DIRECTIONS FOR THIS TASK: Return every line in the entries below where the word "setLineDash" shows up.

(Dataset records)
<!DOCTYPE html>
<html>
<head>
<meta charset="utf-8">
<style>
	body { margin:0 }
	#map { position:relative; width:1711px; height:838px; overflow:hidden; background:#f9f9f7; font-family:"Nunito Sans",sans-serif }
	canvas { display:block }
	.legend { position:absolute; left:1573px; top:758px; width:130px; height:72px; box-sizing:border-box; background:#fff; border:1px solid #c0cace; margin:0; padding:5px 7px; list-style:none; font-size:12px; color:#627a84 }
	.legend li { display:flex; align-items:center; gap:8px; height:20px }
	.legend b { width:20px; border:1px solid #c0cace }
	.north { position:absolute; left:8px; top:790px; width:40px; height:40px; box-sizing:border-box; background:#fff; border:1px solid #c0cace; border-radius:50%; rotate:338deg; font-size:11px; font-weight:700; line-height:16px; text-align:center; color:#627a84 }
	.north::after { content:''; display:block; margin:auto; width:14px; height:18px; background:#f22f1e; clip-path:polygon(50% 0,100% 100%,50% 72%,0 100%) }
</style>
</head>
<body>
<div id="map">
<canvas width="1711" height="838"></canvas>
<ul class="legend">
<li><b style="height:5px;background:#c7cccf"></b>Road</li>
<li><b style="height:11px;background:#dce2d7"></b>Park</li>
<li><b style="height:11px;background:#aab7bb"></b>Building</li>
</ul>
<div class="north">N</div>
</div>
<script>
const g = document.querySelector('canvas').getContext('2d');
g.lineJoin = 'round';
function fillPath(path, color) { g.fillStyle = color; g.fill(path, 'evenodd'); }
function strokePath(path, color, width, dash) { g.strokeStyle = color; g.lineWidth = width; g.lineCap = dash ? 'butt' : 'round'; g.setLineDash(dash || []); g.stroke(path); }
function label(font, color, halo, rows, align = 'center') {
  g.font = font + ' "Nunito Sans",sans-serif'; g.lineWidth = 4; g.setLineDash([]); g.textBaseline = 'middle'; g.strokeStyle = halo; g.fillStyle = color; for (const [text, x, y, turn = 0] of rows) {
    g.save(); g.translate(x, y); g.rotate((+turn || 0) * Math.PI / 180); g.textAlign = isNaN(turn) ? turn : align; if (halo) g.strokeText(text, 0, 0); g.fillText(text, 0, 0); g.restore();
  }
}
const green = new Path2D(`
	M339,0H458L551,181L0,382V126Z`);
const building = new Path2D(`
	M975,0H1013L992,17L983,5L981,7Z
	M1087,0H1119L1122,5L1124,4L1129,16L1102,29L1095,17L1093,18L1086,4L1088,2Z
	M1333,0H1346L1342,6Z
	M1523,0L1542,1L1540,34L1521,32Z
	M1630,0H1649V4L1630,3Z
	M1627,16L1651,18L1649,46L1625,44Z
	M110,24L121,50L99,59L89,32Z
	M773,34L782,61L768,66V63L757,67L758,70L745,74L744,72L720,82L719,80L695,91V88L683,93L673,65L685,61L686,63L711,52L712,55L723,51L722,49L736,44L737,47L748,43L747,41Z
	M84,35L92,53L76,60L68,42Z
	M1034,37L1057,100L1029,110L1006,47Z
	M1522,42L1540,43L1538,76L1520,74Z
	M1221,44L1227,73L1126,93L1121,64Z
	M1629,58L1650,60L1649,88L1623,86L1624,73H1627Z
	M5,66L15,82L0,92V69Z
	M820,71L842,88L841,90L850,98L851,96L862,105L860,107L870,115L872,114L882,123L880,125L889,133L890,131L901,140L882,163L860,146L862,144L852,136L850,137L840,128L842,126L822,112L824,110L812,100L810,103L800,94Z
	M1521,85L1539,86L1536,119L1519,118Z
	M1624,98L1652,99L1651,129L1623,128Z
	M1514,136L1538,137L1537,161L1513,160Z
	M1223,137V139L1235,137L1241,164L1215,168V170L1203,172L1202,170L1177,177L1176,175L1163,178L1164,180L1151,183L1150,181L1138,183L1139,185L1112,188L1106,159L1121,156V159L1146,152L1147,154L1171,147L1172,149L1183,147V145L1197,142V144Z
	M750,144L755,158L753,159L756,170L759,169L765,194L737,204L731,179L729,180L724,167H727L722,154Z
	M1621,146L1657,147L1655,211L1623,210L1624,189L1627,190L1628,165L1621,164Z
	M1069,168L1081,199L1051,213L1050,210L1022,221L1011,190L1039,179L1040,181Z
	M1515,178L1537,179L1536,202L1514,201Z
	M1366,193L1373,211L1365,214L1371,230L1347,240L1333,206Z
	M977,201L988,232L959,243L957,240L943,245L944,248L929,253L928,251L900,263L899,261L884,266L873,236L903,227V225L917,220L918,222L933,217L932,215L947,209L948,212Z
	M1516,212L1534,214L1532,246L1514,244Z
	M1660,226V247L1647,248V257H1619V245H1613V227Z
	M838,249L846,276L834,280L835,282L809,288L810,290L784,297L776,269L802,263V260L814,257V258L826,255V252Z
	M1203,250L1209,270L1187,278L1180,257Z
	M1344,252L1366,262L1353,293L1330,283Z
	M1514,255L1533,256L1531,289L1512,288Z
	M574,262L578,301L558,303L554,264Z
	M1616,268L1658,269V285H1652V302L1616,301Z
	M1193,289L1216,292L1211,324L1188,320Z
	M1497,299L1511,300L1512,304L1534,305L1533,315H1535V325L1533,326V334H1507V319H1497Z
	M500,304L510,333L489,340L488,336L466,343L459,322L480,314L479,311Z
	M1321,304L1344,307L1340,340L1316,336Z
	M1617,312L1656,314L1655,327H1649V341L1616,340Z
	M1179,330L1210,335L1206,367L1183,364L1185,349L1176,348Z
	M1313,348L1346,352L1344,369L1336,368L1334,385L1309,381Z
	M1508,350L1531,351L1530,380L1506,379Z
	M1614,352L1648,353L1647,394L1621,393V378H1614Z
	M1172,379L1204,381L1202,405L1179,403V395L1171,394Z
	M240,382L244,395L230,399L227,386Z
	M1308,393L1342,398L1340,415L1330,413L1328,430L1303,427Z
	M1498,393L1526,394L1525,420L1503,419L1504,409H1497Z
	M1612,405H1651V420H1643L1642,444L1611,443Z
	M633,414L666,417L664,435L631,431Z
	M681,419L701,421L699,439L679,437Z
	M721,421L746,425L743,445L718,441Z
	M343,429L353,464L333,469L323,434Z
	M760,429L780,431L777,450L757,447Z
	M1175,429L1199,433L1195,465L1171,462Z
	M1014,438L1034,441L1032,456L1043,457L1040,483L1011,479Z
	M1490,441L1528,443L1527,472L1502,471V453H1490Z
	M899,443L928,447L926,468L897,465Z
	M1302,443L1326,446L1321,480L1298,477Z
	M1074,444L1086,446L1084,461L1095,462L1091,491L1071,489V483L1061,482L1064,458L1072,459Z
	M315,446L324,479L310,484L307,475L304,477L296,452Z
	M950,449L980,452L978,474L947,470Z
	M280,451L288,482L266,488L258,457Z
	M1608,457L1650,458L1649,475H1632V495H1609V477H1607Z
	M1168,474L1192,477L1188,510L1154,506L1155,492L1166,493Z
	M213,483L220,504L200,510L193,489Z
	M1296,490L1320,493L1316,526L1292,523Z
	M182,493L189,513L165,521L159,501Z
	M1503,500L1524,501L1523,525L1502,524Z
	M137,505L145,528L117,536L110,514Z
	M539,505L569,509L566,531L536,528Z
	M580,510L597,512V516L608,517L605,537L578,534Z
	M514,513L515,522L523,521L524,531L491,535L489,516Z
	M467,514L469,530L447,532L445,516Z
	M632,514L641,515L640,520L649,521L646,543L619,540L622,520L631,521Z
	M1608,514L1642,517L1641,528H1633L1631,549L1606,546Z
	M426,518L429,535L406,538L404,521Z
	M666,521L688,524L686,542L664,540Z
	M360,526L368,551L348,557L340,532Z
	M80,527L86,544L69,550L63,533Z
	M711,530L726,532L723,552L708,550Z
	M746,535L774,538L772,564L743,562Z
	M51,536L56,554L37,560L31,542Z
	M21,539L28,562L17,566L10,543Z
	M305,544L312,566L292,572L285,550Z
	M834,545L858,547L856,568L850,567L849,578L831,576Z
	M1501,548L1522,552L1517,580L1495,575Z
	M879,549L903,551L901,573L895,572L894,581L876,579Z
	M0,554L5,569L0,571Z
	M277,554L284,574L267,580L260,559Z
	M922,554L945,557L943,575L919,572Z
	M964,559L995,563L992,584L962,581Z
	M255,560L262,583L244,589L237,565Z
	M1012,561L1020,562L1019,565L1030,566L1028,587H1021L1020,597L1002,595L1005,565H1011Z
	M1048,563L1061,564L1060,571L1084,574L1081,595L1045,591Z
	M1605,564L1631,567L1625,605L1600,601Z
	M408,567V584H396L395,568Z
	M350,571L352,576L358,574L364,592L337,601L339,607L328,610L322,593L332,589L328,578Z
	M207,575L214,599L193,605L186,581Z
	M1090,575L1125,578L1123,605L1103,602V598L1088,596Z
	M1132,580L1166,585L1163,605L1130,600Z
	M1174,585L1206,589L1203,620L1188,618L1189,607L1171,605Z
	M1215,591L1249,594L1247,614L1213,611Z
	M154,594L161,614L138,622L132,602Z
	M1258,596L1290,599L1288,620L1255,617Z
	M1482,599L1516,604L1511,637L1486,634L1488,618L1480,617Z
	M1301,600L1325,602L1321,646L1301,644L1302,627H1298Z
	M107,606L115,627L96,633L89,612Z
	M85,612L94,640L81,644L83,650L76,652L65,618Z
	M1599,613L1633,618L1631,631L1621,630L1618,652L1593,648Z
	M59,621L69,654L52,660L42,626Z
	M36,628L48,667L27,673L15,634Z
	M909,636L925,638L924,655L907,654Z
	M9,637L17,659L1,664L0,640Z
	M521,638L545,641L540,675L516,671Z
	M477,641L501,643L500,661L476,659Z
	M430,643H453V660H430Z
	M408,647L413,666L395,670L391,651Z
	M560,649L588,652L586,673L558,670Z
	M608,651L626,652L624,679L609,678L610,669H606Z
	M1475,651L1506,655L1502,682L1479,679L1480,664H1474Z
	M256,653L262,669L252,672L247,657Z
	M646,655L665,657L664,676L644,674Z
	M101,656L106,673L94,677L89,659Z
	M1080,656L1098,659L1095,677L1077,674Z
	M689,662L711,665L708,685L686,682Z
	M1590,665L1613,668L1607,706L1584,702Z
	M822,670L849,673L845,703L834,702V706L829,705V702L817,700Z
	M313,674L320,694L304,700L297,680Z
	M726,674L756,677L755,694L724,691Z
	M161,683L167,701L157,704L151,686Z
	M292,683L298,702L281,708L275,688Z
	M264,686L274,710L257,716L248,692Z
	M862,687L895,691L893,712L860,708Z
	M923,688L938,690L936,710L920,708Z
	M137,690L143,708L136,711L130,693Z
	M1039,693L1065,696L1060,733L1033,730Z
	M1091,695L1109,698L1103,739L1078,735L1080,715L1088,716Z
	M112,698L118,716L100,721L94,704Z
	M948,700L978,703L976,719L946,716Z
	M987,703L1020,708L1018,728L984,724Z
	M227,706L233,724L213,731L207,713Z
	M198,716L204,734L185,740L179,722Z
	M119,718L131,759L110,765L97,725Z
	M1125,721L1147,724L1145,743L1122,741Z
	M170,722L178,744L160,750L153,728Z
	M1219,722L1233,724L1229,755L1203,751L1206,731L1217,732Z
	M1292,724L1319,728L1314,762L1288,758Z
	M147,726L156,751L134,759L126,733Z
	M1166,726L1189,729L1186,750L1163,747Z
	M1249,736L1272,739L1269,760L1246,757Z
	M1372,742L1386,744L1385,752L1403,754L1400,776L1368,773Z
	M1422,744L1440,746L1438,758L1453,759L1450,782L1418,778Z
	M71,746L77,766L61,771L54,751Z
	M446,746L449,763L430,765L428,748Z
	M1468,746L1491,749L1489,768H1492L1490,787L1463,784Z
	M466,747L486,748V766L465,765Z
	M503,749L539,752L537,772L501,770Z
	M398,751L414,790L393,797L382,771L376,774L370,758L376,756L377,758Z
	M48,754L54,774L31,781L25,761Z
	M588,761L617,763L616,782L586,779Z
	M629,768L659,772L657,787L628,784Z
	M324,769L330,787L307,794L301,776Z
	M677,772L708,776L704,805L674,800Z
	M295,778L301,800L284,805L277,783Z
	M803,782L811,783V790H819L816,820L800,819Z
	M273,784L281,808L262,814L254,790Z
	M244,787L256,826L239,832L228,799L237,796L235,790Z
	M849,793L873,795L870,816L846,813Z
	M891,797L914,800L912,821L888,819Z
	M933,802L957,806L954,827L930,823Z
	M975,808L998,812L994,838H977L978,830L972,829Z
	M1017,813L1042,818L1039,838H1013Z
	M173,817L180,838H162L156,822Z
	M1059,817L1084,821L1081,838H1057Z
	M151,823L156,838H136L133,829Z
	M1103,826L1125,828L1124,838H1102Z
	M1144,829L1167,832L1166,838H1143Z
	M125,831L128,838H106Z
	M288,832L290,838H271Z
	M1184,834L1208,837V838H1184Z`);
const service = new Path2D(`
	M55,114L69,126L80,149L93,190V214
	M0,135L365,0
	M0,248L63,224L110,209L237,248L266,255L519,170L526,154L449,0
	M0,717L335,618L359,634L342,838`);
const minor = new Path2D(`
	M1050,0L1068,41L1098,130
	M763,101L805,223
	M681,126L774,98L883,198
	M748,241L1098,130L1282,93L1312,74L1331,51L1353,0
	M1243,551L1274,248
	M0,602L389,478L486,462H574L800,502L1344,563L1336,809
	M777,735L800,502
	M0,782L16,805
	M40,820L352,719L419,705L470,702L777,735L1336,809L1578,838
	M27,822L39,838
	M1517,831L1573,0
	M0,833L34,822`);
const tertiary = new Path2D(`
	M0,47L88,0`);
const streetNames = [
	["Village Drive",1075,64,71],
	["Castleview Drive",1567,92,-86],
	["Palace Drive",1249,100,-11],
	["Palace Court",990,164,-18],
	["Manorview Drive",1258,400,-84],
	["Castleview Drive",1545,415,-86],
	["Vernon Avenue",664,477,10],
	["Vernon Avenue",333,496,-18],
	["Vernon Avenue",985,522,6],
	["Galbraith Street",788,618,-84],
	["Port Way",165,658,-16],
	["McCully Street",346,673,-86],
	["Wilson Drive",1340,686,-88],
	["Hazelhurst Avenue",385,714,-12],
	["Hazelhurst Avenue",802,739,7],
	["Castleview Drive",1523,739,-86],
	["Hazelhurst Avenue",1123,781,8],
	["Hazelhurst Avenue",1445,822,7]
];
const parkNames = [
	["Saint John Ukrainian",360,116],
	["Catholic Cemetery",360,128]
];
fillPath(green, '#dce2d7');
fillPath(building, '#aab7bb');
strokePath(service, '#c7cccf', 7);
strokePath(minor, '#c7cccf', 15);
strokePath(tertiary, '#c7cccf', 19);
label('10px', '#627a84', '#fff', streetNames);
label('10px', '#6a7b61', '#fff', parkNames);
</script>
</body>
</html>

REPLY:
function strokePath(path, color, width, dash) { g.strokeStyle = color; g.lineWidth = width; g.lineCap = dash ? 'butt' : 'round'; g.setLineDash(dash || []); g.stroke(path); }
  g.font = font + ' "Nunito Sans",sans-serif'; g.lineWidth = 4; g.setLineDash([]); g.textBaseline = 'middle'; g.strokeStyle = halo; g.fillStyle = color; for (const [text, x, y, turn = 0] of rows) {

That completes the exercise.